## [ABOUT THIS TASK]
When you reach the line containing "function trace(path, color, width, dash)" in the entries below, start writing out each line exactly, and stop after the line containing "function label(font, color, halo, rows, align".
* * * * * * *
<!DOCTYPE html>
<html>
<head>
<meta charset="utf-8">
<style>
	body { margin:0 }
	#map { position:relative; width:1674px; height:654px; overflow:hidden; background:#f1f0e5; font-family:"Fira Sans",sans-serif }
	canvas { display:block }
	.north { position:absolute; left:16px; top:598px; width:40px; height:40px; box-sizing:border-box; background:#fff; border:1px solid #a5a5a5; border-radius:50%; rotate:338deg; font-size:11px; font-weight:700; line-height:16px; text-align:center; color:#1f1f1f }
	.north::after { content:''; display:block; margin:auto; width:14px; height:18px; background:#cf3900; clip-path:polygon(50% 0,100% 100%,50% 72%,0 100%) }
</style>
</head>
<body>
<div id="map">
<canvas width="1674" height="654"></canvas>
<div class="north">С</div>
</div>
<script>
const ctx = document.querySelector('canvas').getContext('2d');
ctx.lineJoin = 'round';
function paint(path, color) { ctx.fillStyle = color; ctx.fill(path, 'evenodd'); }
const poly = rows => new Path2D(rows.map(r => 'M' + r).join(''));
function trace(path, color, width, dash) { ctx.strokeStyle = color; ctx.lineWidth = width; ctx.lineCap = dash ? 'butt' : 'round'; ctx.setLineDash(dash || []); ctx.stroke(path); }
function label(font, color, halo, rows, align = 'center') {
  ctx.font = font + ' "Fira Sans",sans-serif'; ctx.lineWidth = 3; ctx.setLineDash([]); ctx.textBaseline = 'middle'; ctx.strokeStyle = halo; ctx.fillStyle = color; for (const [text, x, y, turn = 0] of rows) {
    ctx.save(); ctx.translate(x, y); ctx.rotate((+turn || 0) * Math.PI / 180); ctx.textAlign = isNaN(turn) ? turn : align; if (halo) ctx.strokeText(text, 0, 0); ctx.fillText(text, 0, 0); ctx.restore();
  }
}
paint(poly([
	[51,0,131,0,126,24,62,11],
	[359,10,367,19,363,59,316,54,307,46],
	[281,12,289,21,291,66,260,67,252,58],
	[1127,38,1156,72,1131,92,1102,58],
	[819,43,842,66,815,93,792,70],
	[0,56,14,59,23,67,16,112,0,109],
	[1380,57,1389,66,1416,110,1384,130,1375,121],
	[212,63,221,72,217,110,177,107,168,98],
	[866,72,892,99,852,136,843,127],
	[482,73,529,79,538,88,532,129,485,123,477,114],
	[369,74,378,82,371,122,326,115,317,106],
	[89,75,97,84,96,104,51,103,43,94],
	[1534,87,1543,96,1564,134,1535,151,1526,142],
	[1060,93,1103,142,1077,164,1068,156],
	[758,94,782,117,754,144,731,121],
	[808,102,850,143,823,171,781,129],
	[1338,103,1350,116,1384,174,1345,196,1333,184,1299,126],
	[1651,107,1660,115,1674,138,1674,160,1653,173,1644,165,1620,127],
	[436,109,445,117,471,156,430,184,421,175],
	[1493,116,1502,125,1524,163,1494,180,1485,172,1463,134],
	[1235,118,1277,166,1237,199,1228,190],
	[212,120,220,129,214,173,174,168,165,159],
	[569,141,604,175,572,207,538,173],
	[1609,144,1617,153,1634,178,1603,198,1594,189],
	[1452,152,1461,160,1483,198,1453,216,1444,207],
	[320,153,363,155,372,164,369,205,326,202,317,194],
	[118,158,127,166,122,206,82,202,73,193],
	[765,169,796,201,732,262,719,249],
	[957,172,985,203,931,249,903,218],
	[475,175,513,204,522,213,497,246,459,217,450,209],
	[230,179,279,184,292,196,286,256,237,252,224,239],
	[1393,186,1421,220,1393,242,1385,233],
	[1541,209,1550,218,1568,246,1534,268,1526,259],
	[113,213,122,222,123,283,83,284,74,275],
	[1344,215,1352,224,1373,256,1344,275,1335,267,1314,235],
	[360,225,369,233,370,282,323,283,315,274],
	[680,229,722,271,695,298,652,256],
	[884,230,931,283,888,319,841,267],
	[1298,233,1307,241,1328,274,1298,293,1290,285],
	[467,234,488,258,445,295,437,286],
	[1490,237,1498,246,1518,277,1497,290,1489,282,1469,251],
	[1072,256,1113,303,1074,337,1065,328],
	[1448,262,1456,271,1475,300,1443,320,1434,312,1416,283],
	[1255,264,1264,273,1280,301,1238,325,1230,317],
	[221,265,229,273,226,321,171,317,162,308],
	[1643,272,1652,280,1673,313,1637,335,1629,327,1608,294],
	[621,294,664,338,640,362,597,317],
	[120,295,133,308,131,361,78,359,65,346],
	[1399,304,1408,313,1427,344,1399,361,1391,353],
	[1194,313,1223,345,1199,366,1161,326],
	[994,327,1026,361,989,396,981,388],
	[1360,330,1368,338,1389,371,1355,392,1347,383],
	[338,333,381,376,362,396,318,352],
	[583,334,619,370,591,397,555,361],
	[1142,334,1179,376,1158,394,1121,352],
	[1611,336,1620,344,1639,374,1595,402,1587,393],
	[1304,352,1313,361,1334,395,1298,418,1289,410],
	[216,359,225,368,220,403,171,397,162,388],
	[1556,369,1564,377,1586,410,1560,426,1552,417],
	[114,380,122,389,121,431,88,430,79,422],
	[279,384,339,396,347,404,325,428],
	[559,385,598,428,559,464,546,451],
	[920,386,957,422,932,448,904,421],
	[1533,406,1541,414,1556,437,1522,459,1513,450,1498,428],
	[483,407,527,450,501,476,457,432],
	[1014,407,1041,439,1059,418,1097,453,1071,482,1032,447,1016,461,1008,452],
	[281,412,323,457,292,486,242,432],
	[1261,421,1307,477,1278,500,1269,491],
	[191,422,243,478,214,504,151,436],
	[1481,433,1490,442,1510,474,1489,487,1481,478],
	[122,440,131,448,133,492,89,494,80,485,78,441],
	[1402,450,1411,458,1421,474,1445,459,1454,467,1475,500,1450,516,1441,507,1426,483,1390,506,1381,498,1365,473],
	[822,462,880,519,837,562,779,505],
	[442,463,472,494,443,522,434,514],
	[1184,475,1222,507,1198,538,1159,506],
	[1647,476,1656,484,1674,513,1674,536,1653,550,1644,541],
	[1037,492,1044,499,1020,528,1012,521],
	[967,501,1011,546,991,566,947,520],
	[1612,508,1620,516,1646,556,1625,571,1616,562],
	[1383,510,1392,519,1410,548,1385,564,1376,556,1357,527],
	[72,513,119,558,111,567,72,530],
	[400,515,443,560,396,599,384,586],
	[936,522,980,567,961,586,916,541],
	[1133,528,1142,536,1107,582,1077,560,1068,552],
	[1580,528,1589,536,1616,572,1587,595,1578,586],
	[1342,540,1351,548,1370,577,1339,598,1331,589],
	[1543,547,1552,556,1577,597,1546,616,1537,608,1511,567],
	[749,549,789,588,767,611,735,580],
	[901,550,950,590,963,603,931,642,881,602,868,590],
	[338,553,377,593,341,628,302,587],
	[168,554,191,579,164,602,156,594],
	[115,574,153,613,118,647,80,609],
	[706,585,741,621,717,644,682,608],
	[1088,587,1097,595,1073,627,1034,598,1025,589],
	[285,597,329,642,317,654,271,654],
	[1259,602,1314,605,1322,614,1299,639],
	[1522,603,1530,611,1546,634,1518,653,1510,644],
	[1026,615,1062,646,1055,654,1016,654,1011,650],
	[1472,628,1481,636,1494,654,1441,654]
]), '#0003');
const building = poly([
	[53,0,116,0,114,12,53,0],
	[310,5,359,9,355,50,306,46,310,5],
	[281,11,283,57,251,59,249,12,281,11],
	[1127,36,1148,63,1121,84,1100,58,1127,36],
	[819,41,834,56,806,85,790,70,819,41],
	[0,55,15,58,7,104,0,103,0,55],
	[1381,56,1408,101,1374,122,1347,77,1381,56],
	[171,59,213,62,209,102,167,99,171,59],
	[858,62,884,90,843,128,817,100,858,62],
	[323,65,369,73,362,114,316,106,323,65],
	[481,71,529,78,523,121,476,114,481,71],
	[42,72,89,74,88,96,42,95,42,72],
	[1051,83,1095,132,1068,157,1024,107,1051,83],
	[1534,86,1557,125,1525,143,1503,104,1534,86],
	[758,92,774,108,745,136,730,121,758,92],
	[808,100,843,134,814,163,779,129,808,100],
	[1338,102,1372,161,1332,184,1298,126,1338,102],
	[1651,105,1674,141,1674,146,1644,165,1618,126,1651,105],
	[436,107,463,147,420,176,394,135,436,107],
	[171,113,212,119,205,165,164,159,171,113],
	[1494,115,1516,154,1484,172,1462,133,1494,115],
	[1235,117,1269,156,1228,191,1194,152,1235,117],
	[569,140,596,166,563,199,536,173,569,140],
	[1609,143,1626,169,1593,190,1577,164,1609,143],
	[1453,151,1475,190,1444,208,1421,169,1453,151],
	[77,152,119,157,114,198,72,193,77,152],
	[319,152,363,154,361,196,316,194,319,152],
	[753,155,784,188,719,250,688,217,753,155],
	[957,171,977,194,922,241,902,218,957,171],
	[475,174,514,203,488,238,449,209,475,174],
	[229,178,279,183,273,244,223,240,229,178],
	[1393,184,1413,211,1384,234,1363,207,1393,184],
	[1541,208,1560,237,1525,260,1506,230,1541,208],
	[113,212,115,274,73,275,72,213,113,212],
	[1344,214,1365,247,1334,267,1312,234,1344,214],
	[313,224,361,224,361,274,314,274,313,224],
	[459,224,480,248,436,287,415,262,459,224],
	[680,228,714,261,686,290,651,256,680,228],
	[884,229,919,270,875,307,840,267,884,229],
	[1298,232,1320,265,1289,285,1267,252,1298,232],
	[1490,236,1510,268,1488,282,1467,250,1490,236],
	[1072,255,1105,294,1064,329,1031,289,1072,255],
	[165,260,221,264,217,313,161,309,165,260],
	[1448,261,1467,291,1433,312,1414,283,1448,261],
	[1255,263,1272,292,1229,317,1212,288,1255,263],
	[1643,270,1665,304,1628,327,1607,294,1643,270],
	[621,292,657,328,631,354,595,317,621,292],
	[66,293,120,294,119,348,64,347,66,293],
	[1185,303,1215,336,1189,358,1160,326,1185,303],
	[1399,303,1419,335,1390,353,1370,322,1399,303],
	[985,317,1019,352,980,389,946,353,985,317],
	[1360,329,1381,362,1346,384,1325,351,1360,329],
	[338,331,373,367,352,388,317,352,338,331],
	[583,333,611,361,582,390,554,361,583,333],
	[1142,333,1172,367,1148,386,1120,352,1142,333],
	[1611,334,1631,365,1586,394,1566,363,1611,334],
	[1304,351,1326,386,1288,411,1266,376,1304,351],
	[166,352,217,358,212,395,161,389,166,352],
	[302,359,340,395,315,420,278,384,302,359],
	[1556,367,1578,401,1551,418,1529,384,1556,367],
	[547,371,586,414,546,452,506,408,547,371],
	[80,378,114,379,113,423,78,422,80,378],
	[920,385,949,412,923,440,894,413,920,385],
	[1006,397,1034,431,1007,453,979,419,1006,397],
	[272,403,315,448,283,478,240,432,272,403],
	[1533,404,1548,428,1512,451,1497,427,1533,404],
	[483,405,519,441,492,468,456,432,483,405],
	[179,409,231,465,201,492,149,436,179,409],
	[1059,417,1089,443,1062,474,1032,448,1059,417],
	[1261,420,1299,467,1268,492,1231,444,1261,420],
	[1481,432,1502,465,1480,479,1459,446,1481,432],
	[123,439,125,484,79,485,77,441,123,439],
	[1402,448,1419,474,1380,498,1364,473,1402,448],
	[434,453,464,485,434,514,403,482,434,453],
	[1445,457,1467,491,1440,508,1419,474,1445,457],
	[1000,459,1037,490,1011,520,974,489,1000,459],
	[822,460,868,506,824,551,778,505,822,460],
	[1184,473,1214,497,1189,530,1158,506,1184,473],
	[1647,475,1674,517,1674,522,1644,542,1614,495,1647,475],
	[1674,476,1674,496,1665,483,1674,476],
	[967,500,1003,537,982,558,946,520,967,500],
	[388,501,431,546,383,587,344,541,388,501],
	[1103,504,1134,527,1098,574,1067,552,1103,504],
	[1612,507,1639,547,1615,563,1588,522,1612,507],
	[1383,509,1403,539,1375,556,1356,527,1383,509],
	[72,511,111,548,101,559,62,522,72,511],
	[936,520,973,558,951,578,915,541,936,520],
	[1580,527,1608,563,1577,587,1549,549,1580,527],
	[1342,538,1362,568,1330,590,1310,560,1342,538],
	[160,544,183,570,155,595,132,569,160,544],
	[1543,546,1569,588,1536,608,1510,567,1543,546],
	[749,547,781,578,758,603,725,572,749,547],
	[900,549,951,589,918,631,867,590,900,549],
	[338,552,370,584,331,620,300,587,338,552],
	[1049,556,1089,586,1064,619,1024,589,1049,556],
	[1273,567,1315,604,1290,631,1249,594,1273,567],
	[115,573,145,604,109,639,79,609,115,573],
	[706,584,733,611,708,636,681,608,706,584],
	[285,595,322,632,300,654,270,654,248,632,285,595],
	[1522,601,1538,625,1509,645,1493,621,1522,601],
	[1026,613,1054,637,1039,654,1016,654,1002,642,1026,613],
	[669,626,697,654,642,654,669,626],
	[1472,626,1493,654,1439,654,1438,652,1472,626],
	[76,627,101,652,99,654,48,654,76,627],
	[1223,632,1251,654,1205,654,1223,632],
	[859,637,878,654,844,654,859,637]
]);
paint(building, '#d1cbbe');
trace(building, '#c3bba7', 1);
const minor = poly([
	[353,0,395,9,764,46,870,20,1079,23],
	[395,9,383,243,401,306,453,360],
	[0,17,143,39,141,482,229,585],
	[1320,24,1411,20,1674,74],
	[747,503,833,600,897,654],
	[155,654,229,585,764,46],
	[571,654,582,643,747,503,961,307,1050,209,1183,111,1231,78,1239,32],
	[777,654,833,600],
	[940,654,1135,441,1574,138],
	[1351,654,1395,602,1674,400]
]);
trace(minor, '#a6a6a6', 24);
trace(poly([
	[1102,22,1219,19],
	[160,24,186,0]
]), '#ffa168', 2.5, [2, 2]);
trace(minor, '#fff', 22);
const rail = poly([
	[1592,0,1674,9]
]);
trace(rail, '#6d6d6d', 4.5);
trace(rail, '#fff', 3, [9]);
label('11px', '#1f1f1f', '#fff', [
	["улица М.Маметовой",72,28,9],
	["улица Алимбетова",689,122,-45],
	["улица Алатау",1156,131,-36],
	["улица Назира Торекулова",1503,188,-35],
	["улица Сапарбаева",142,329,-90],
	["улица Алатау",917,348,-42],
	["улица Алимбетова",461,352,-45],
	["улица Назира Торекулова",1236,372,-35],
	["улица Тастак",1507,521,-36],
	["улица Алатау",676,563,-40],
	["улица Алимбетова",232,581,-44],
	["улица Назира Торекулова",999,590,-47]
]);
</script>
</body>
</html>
* * * * * * *
## [TASK RESULT]
function trace(path, color, width, dash) { ctx.strokeStyle = color; ctx.lineWidth = width; ctx.lineCap = dash ? 'butt' : 'round'; ctx.setLineDash(dash || []); ctx.stroke(path); }
function label(font, color, halo, rows, align = 'center') {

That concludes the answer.